Castration of Wales by the London Press

The Assembly report on what to do about the future of journalism in Wales is about to be completed – which was just the time for Prof Bob Franklin, of Cardiff University, to come to address AMs.

The language question is basically excluded from the committee’s purview – because it was a manifesto “commitment”. Therefore, to hear more about a reversal of the ditching of support for a Welsh-language daily you’ll have to wait for the next election.

But Prof Franklin got in some good points about the dumbing down which much of the Welsh-based daily media had been inflicting on us for about the last decade or so.

His weakness arose from the left-wing Guardian-style mindset he brought with him.  True, in election coverage there has been a big drop is number of election stories run in 1987 compared with recent polls.

But is that because of newspapers’ commercial demands (maintaining sales); or because of “journalists’ default assumption  that the election would prove boring to readers” ?

And surely those stories printed focus nowadays far more on national than local concerns because of the parties’ central control of the news-events from London; because of the pre-eminence afforded nice news-pictures for the regional evening news; and the abandonment of any hint of policy discussion, with local candidates never allowed to speak for themselves.

What could the Assembly do about the newspaper press in general ?  Subsidies are given some consideration.  They work and are acceptable in Scandanavia, France and Belgium. But, bearing in mind the claimed good profits earned by publishers such a Western Mail and Echo, their use would have to be carefully regulated.

Perhaps the French and Belgian offer to teenagers (“the largest group of newspaper refuseniks”) of a year’s subscription to their favourite daily (which resulted in striking improvements to newspaper-reading attitudes) could re copied.

But nothing about the London dailies in Wales. Beyond an on-line news agency – which is not much use if there’s no space available to print the stories provided because regional editions have long gone.

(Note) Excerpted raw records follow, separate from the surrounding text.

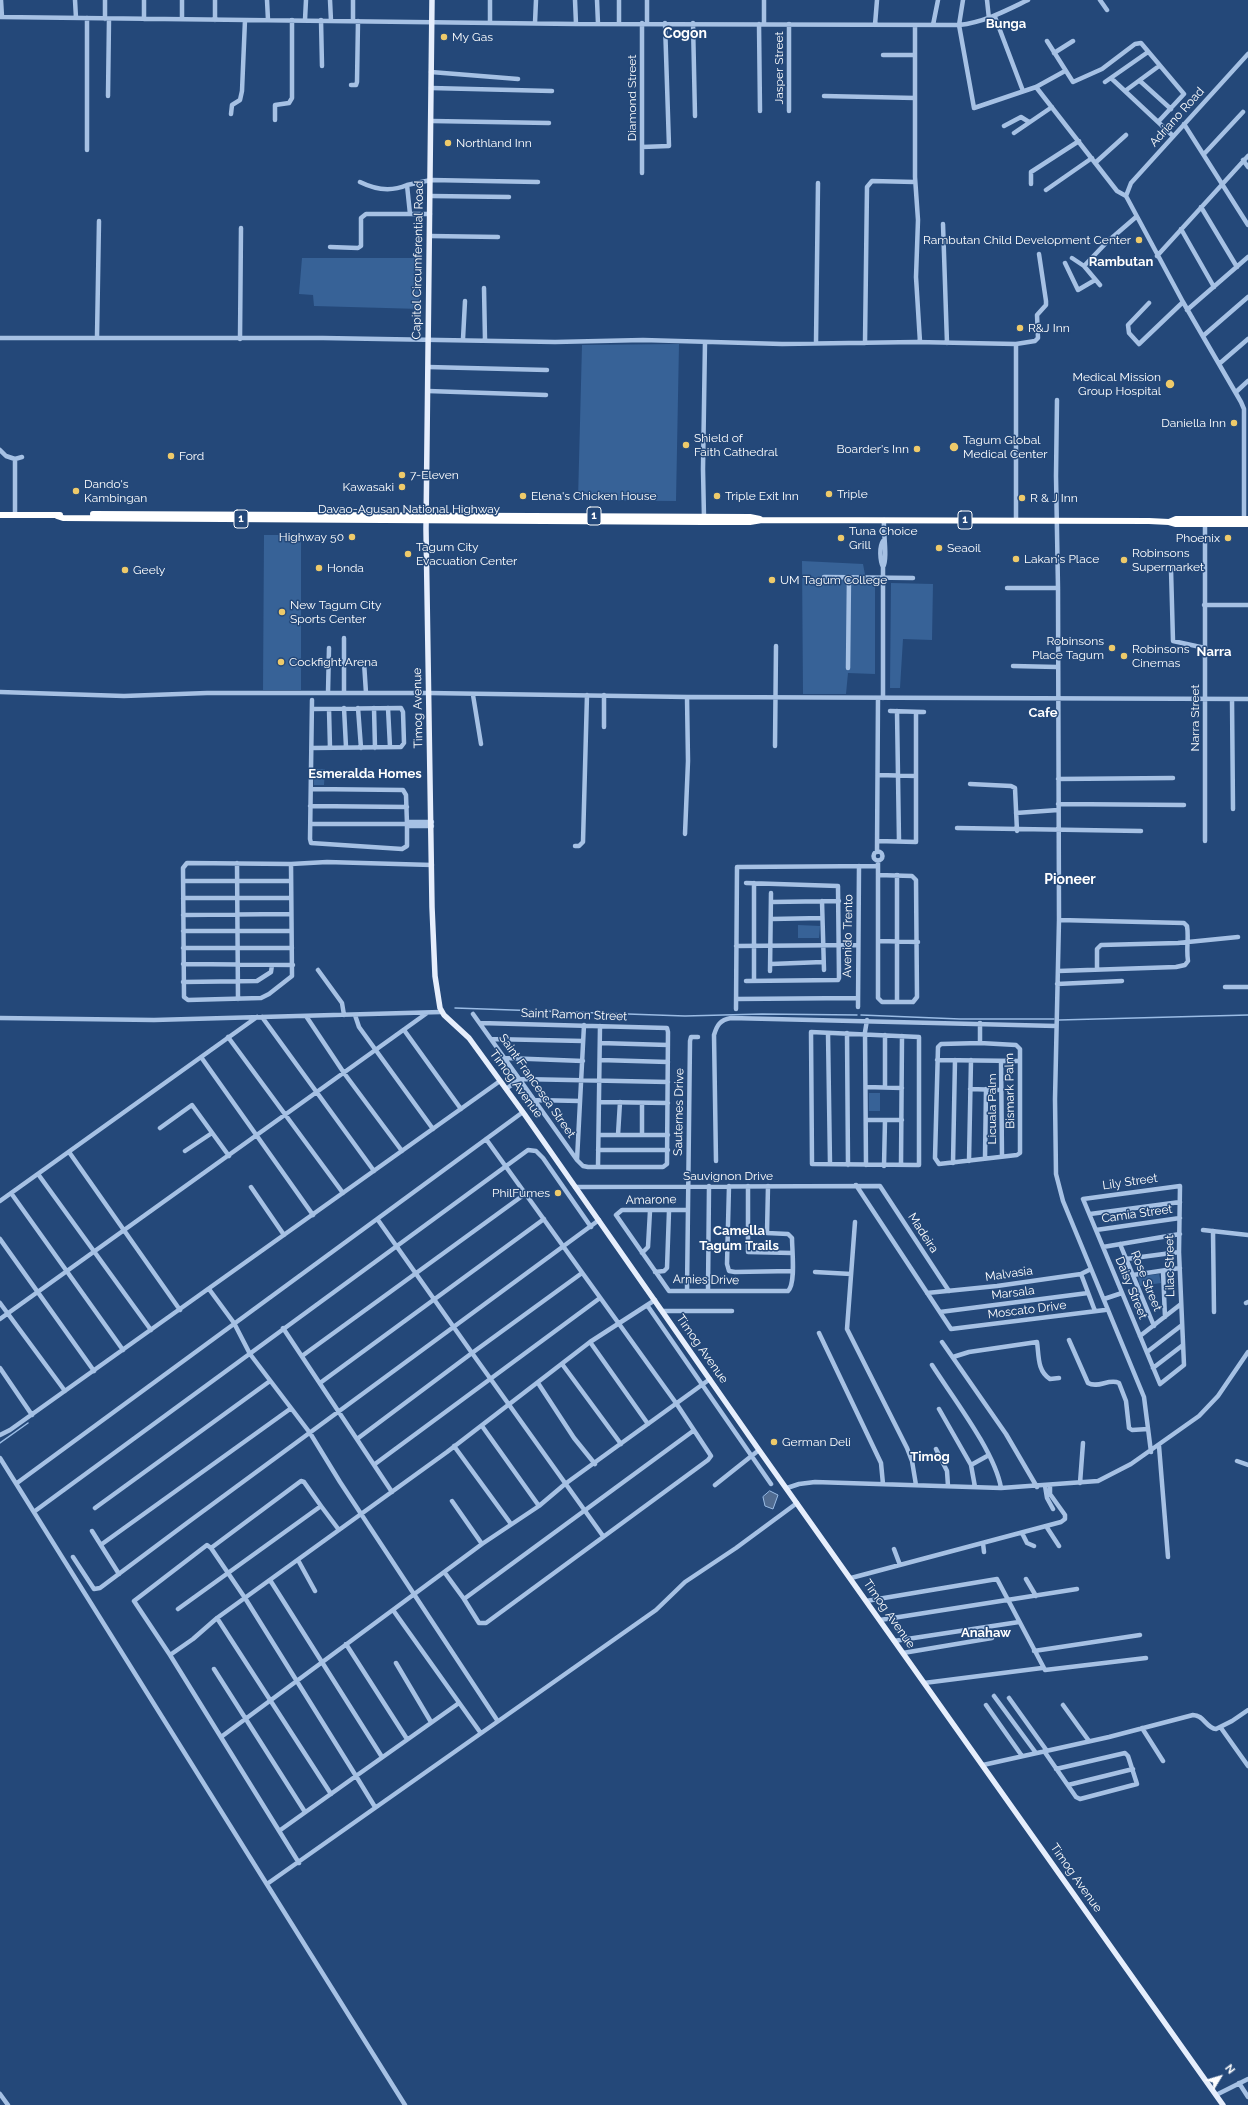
<!DOCTYPE html>
<html>
<head>
<meta charset="utf-8">
<style>
	body { margin:0 }
	#map { position:relative; width:1248px; height:2105px; overflow:hidden; background:#244879; font-family:Raleway,sans-serif }
	canvas { display:block }
	.north { position:absolute; left:1200px; top:2057px; width:40px; height:40px; -webkit-text-stroke:3px #244879; paint-order:stroke; rotate:52deg; font-size:11px; font-weight:700; line-height:16px; text-align:center; color:#fff }
	.north::after { content:''; display:block; margin:auto; width:14px; height:18px; background:#fff; clip-path:polygon(50% 0,100% 100%,50% 72%,0 100%) }
</style>
</head>
<body>
<div id="map">
<canvas width="1248" height="2105"></canvas>
<div class="north">N</div>
</div>
<script>
const c = document.querySelector('canvas').getContext('2d');
c.lineJoin = 'round';
function fillPath(path, color) { c.fillStyle = color; c.fill(path, 'evenodd'); }
function strokePath(path, color, width, dash) { c.strokeStyle = color; c.lineWidth = width; c.lineCap = dash ? 'butt' : 'round'; c.setLineDash(dash || []); c.stroke(path); }
function write(font, color, halo, rows, align = 'center') {
  c.font = font + ' Raleway,sans-serif'; c.lineWidth = 3; c.setLineDash([]); c.textBaseline = 'middle'; c.strokeStyle = halo; c.fillStyle = color; for (const [text, x, y, turn = 0] of rows) {
    c.save(); c.translate(x, y); c.rotate((+turn || 0) * Math.PI / 180); c.textAlign = isNaN(turn) ? turn : align; if (halo) c.strokeText(text, 0, 0); c.fillText(text, 0, 0); c.restore();
  }
}
fillPath(new Path2D(`
	M302,258H415L421,309L314,306L313,295L299,294Z
	M679,344L676,501L578,500L582,345Z
	M264,535H301V690H263Z
	M802,561L863,564L866,580H875V674L848,673L846,694H803Z
	M891,583L933,584L932,640L903,639L900,688H890Z
	M314,769H325L324,785H314Z
	M798,925L820,926L819,938H798Z
	M869,1093H880V1111H869Z
	M1159,1274L1161,1283L1140,1286L1138,1277Z`), '#376297');
const water = new Path2D(`
	M770,1491L778,1495L773,1509L765,1506L763,1497Z`);
fillPath(water, '#516c91');
strokePath(water, '#9abce5', 1);
strokePath(new Path2D(`
	M455,1008L685,1016L762,1014L857,1015
	M861,1015L960,1019H1054
	M1059,1020L1248,1015
	M0,1443L28,1423`), '#9abce5', 1.5);
strokePath(new Path2D(`
	M1,0L2,17
	M75,0L76,18
	M105,0V19
	M144,0V19
	M267,0L268,20
	M330,0L331,21
	M490,0V23
	M575,0L576,24
	M597,0L598,24
	M963,0L959,25L974,108L1036,87L1065,71
	M987,0L989,19
	M1100,0L1107,10
	M0,17L576,24L959,25C985,22 1005,11 1028,0
	M995,17L1023,91
	M182,19V0
	M215,20V0
	M305,20L306,0
	M321,20L322,66
	M353,21V0
	M535,23L536,0
	M642,23V173
	M647,23V0
	M693,23L695,116
	M619,24V0
	M759,24L760,111
	M764,24V0
	M789,24V111
	M875,25L877,0
	M915,25V177L918,220L916,277L920,342
	M933,25L938,0
	M1047,41L1073,82L1102,69L1135,44L1141,43L1184,94L1158,122
	M1054,53L1073,41
	M883,55H915
	M431,72L518,79
	M1111,78L1173,136
	M1140,81L1171,109
	M1105,82L1148,52
	M351,85H356L357,82L358,21
	M1036,87L1117,191L1126,196L1183,302L1241,402L1244,409V521
	M431,88L552,91
	M1125,91L1159,66
	M108,96L109,19
	M824,96L915,98
	M231,114L232,105L240,100L242,91L245,20
	M275,120V105L289,103L292,98V20
	M432,121L549,123
	M1184,124L1248,225
	M1004,126L1021,117L1029,122
	M1014,133L1052,107
	M642,147L669,146L665,23
	M87,150V18
	M1204,154L1243,112
	M1243,160L1248,167
	M1095,163L1126,135
	M360,182C376,190 391,192 407,185L410,214
	M1031,184V172L1079,141
	M407,185L431,180L538,182
	M1046,190L1092,158
	M431,196L509,197
	M1126,196L1131,183L1248,54
	M1201,207L1237,267
	M943,224L947,343
	M1181,229L1214,287
	M430,236L498,237
	M330,247L358,248L361,246V218L366,214H430
	M1157,256L1248,156
	M1072,258L1084,266L1100,285
	M1065,263L1078,290L1095,280
	M1084,266L1107,242L1136,217
	M484,288L485,340
	M1149,303L1128,325L1129,333L1139,344L1183,302
	M1187,310L1248,257
	M1203,336L1248,297
	M97,337L99,221
	M0,338H323L555,342L643,340L782,344L916,342L1016,344V520
	M240,339L241,228
	M463,339L465,301
	M816,343L818,183
	M865,343L867,187L872,181L915,182
	M1016,344L1035,341L1038,338L1037,315L1046,305V301L1039,254
	M1219,364L1248,339
	M428,367L547,370
	M428,391L546,395
	M1236,392L1248,381
	M1057,400L1056,476L1058,588L1059,920L1055,1099L1056,1174L1063,1201L1144,1397L1151,1452
	M0,450L6,456L15,459
	M15,515V459L22,457
	M704,518L703,469L705,342
	M1205,524V841
	M883,567C880,561 879,547 883,541
	M1171,569L1173,641L1205,648
	M824,577L913,578
	M1007,588H1058
	M1204,605H1248
	M344,638V693
	M364,662L366,693
	M1013,666L1057,667
	M848,668L849,577
	M0,692L124,696L207,693H429L687,697L1248,699
	M328,693L329,648
	M473,695L481,744
	M604,695V727
	M883,698V567C888,559 883,532 884,520
	M1232,699L1233,809
	M344,708L346,747
	M358,708L361,748
	M374,708L375,748
	M388,708L390,747
	M329,709L330,748
	M890,711L924,712
	M897,711L899,841
	M775,746L776,646
	M312,748L401,747L404,743L403,712L401,708L312,709
	M878,775L916,776
	M1058,779L1173,778
	M970,784L1011,786L1015,788L1017,831
	M311,789L403,790L406,795L407,824
	M1058,804L1184,805
	M310,806L407,807
	M1016,813L1058,810
	M407,822H432
	M311,824H407V846L402,849L311,843L310,839L312,700
	M407,826H432
	M957,828L1141,831
	M685,834L688,761L687,697
	M877,841L916,842V712
	M575,846H579L583,842L587,695
	M873.5 856a4.5 4.5 0 1 1 9 0a4.5 4.5 0 1 1-9 0Z
	M877,852L878,698
	M878,861V998L882,1002H913L917,997L916,880L912,876L878,875
	M187,863L291,864L292,976L269,994L261,998L188,1000L184,997L183,868Z
	M237,863L238,999
	M291,864L327,862L432,865
	M183,881H291
	M746,883L838,886L839,978L838,980L746,981
	M183,898H290
	M822,901L824,970
	M772,902L839,901
	M183,915L290,914
	M772,919L822,918
	M183,931H291
	M879,941L918,942
	M736,946L858,945
	M183,948H292
	M183,964L293,965
	M771,964L823,962
	M1097,969V949L1101,945L1178,943L1238,937
	M318,970L342,1003L344,1015
	M770,971L771,893
	M1058,971L1176,967L1185,965L1188,961C1186,949 1189,937 1187,926L1184,923L1059,920
	M754,981V883
	M183,982L257,981L271,972L272,965
	M1057,984L1122,981
	M1225,987H1248
	M736,999L857,998
	M897,1002V875
	M858,1007L859,866
	M736,1009L737,867L878,866
	M473,1014L577,1160L583,1166L588,1167H663L667,1164L668,1032L667,1028L480,1023
	M355,1015L359,1027L433,1129
	M306,1016L344,1073L402,1151
	M262,1017L374,1171
	M0,1018L154,1020L441,1012
	M980,1023V1043
	M404,1030L461,1109
	M811,1032L919,1037V1165L812,1164Z
	M828,1033L830,1164
	M847,1033L848,1165
	M885,1035V1087
	M228,1037L343,1193
	M491,1039L583,1041
	M600,1043L668,1045
	M980,1043L1016,1045L1020,1049V1153L1017,1155L939,1164L935,1158L938,1047L941,1044Z
	M201,1057L313,1215
	M505,1058L583,1061
	M600,1060L668,1062
	M937,1060L1020,1061
	M1001,1061L1002,1156
	M866,1087L902,1088
	M506,1089L520,1079L668,1082
	M970,1089L1001,1090
	M534,1100L580,1101
	M599,1102L668,1103
	M866,1120H902
	M160,1128L192,1105L229,1156
	M599,1135H668
	M618,1135L620,1102
	M642,1135V1103
	M598,1150H668
	M185,1151L212,1133
	M69,1152L180,1310
	M985,1158L986,1089
	M577,1160L584,1025
	M716,1161L714,1035C717,1025 720,1020 731,1018L1056,1026
	M969,1161L971,1060
	M953,1163L955,1060
	M866,1165L865,1032L867,1020
	M901,1165L902,1036
	M884,1166L885,1120
	M598,1167L600,1026
	M38,1174L151,1330
	M856,1185L951,1329L1105,1310
	M729,1186L727,1264L729,1271L735,1272L792,1271
	M748,1186V1252L792,1253
	M1180,1186L1179,1252L1184,1365L1160,1384L1083,1199Z
	M251,1187L284,1235
	M575,1187L880,1186L949,1291
	M11,1193L123,1350
	M0,1201L257,1017
	M687,1210H622L616,1215L669,1291H788C796,1284 792,1250 792,1238L788,1234L767,1233L768,1186
	M1090,1214L1180,1202
	M855,1222L847,1329L907,1448L912,1461L916,1485
	M1096,1230L1180,1218
	M1203,1230L1248,1235
	M1213,1231L1214,1312
	M0,1239L94,1371
	M1120,1244L1154,1326
	M1103,1247L1180,1234
	M642,1253L648,1247L650,1211
	M1126,1259L1179,1252
	M1163,1271L1165,1317
	M655,1272L664,1271L667,1268L669,1211
	M815,1272L851,1274
	M582,1273L472,1353L603,1536
	M1081,1274L1095,1311
	M1133,1275L1180,1268
	M209,1289L234,1323L250,1354L310,1433L340,1482L497,1720
	M687,1291L690,1041L691,1037H698
	M708,1291L709,1186
	M927,1293L997,1286L1081,1274L1091,1269
	M1104,1299L1122,1293
	M0,1303L65,1391
	M1246,1303L1248,1302
	M647,1305L771,1484
	M662,1311H732
	M940,1312L1088,1293
	M0,1319L427,1013
	M283,1328L392,1492
	M819,1333L881,1463L883,1484
	M1140,1336L1181,1304
	M1069,1340L1088,1383C1098,1389 1109,1378 1119,1383L1126,1401L1129,1428L1132,1430L1148,1429
	M590,1342L648,1424
	M942,1342L1006,1434L1037,1487
	M1147,1352L1182,1325
	M302,1356L525,1194
	M953,1357L969,1352L1037,1342C1039,1355 1037,1371 1050,1379L1059,1378
	M562,1364L621,1444
	M932,1365C953,1398 995,1452 1001,1488
	M0,1368L32,1415
	M1153,1368L1183,1345
	M320,1383L544,1219
	M538,1383L574,1438L595,1464
	M939,1409L971,1465L975,1487
	M482,1426L539,1506
	M0,1435L10,1430L500,1081
	M357,1439L472,1353L378,1220
	M454,1446L511,1524
	M1159,1446L1168,1557
	M936,1449L947,1471L948,1486
	M0,1458L405,2105
	M1237,1461L1248,1465
	M375,1464L600,1298
	M971,1465L989,1455
	M17,1483L523,1112
	M1080,1483L1083,1443
	M715,1485L759,1450
	M1045,1486L1047,1498L1053,1509
	M787,1488L799,1484L815,1482L1001,1488L1098,1481L1131,1464L1199,1416L1218,1396L1248,1352
	M452,1501L482,1544
	M95,1508L270,1381
	M35,1511L528,1150L536,1151L543,1158L591,1227
	M1046,1526L1059,1546
	M92,1531L119,1574
	M1022,1533L1027,1543L1034,1546
	M983,1543L984,1552
	M102,1544L290,1409
	M211,1548L301,1481L304,1482L321,1506
	M894,1549L900,1565
	M73,1557L94,1589L100,1588L187,1523L599,1220
	M298,1560L315,1591
	M445,1573L464,1599L693,1431
	M851,1578L1061,1522L1065,1519V1515L1050,1494V1486
	M1026,1579L1036,1596
	M270,1580L382,1757
	M464,1599L479,1623H486L708,1460L711,1456L676,1403L486,1139
	M866,1601L997,1579L1045,1670L1146,1658
	M178,1609L321,1506L339,1530
	M393,1610L480,1732
	M217,1618L331,1794
	M880,1620L1077,1589
	M894,1641L1019,1622
	M346,1644L407,1739
	M1034,1651L1140,1635
	M903,1653L992,1638
	M170,1655L193,1639L217,1618L447,1452L590,1342L655,1300
	M396,1663L431,1722
	M214,1669L305,1812
	M924,1683L1042,1668
	M994,1696L1036,1753
	M1009,1698L1047,1751
	M986,1705L1022,1756
	M1063,1705L1089,1741
	M1142,1728L1163,1761
	M1221,1728L1248,1766
	M221,1737L482,1544L539,1506L565,1484L710,1379
	M1044,1751L1076,1797L1080,1799L1137,1784L1128,1756L1125,1753L1056,1769
	M983,1765L1109,1737L1193,1715C1204,1715 1206,1728 1216,1729L1232,1721L1248,1710
	M1068,1785L1133,1769
	M279,1831L356,1776L375,1807
	M299,1863L170,1655L134,1601L207,1545L211,1548L245,1598L356,1776L459,1703
	M267,1884L656,1610L685,1582L736,1548L797,1503
	M1239,2083L1248,2097
	M0,2094L8,2105
	M1216,2095L1248,2079`), '#a6c1e4', 4.5);
strokePath(new Path2D(`
	M432,0L426,529L432,907L435,976L440,1008L444,1015L469,1038L525,1115L759,1450L1223,2105`), '#e6eefc', 5.5);
strokePath(new Path2D(`
	M93,514L750,517L760,519
	M0,515H60
	M57,516L63,518L704,522H750L762,520L1149,521L1169,522L1176,524H1248
	M1169,522L1176,519H1248`), '#fff', 6);
for (const [x, y, r, color] of [
	[444,37,4,"#eeca6a"],
	[448,143,4,"#eeca6a"],
	[1139,240,4,"#eeca6a"],
	[1020,328,4,"#eeca6a"],
	[1170,384,5,"#eeca6a"],
	[1234,423,4,"#eeca6a"],
	[686,445,4,"#eeca6a"],
	[954,447,5,"#eeca6a"],
	[917,449,4,"#eeca6a"],
	[171,456,4,"#eeca6a"],
	[402,475,4,"#eeca6a"],
	[402,487,4,"#eeca6a"],
	[76,491,4,"#eeca6a"],
	[829,494,4,"#eeca6a"],
	[523,496,4,"#eeca6a"],
	[717,496,4,"#eeca6a"],
	[1022,498,4,"#eeca6a"],
	[352,537,4,"#eeca6a"],
	[841,538,4,"#eeca6a"],
	[1228,538,4,"#eeca6a"],
	[939,548,4,"#eeca6a"],
	[408,554,4,"#eeca6a"],
	[1016,559,4,"#eeca6a"],
	[1124,560,4,"#eeca6a"],
	[319,568,4,"#eeca6a"],
	[125,570,4,"#eeca6a"],
	[772,580,4,"#eeca6a"],
	[282,612,4,"#eeca6a"],
	[1112,648,4,"#eeca6a"],
	[1124,656,4,"#eeca6a"],
	[281,662,4,"#eeca6a"],
	[558,1193,4,"#eeca6a"],
	[774,1442,4,"#eeca6a"]
]) { const dot = new Path2D(); dot.arc(x, y, r, 0, 2 * Math.PI); c.fillStyle = color; c.fill(dot); strokePath(dot, '#244879', 1.5); }
for (const [x, y, w] of [
	[594,516,14],
	[241,519,14],
	[965,520,14]
]) { const box = new Path2D(); box.roundRect(x - w / 2, y - 9, w, 18, 3); c.fillStyle = '#244879'; c.fill(box); strokePath(box, '#fff', 1); }
write('bold 11px', '#fff', null, [
	["1",594,516],
	["1",241,519],
	["1",965,520]
]);
write('12px', '#fff', '#244879', [
	["My Gas",452,37],
	["Northland Inn",456,143],
	["Rambutan Child Development Center",1131,240,"right"],
	["R&J Inn",1028,328],
	["Medical Mission",1161,377,"right"],
	["Group Hospital",1161,391,"right"],
	["Daniella Inn",1226,423,"right"],
	["Shield of",694,438],
	["Faith Cathedral",694,452],
	["Tagum Global",963,440],
	["Medical Center",963,454],
	["Boarder's Inn",909,449,"right"],
	["Ford",179,456],
	["7-Eleven",410,475],
	["Dando's",84,484],
	["Kambingan",84,498],
	["Kawasaki",394,487,"right"],
	["Triple",837,494],
	["Elena's Chicken House",531,496],
	["Triple Exit Inn",725,496],
	["R & J Inn",1030,498],
	["Tuna Choice",849,531],
	["Grill",849,545],
	["Highway 50",344,537,"right"],
	["Phoenix",1220,538,"right"],
	["Tagum City",416,547],
	["Evacuation Center",416,561],
	["Seaoil",947,548],
	["Robinsons",1132,553],
	["Supermarket",1132,567],
	["Lakan's Place",1024,559],
	["Honda",327,568],
	["Geely",133,570],
	["UM Tagum College",780,580],
	["New Tagum City",290,605],
	["Sports Center",290,619],
	["Robinsons",1104,641,"right"],
	["Place Tagum",1104,655,"right"],
	["Robinsons",1132,649],
	["Cinemas",1132,663],
	["Cockfight Arena",289,662],
	["PhilFumes",550,1193,"right"],
	["German Deli",782,1442]
], 'left');
write('12px', '#fff', '#244879', [
	["Jasper Street",779,68,-90],
	["Diamond Street",632,98,-90],
	["Adriano Road",1177,117,-48],
	["Capitol Circumferential Road",418,260,-89],
	["Davao-Agusan National Highway",409,509],
	["Timog Avenue",418,708,-91],
	["Narra Street",1195,718,-90],
	["Avenido Trento",848,936,-89],
	["Saint Ramon Street",574,1015,2],
	["Timog Avenue",516,1084,54],
	["Saint Francesca Street",537,1086,55],
	["Bismark Palm",1010,1091,-91],
	["Licuala Palm",992,1109,-90],
	["Sauternes Drive",679,1112,-89],
	["Sauvignon Drive",728,1176],
	["Lily Street",1130,1182,-8],
	["Amarone",651,1200,-1],
	["Camia Street",1137,1214,-8],
	["Madeira",923,1233,57],
	["Lilac Street",1170,1266,-91],
	["Malvasia",1009,1274,-8],
	["Arnies Drive",706,1280,1],
	["Rose Street",1146,1281,68],
	["Daisy Street",1131,1288,68],
	["Marsala",1013,1293,-7],
	["Moscato Drive",1027,1310,-7],
	["Timog Avenue",702,1349,55],
	["Timog Avenue",889,1614,55],
	["Timog Avenue",1076,1878,55]
]);
write('bold 13px', '#fff', '#244879', [
	["Bunga",1006,24],
	["Rambutan",1121,262],
	["Narra",1214,652],
	["Cafe",1043,713],
	["Esmeralda Homes",365,774],
	["Camella",739,1231],
	["Tagum Trails",739,1246],
	["Timog",930,1457],
	["Anahaw",986,1633]
]);
write('bold 14px', '#fff', '#244879', [
	["Cogon",685,34],
	["Pioneer",1070,880]
]);
</script>
</body>
</html>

But – although unmentioned – one such newspaper does in fact exist. The south Wales edition of Metro does in fact on occasion change news pages regionally.  And the day recently when they led one page with a story about the London underground must surely have been replaced in Wales with something Welsh.

If that didn’t happen and the replacement story was British or English, the paper was failing in its duty (is that because it is almost entirely run from London, and staff there might not have realised where Wales started or ended ?).

But tryng to influence the Metro is at least a starting point. And until the Assembly starts trying to make some difference, it won’t get anywhere, or know how far it could get.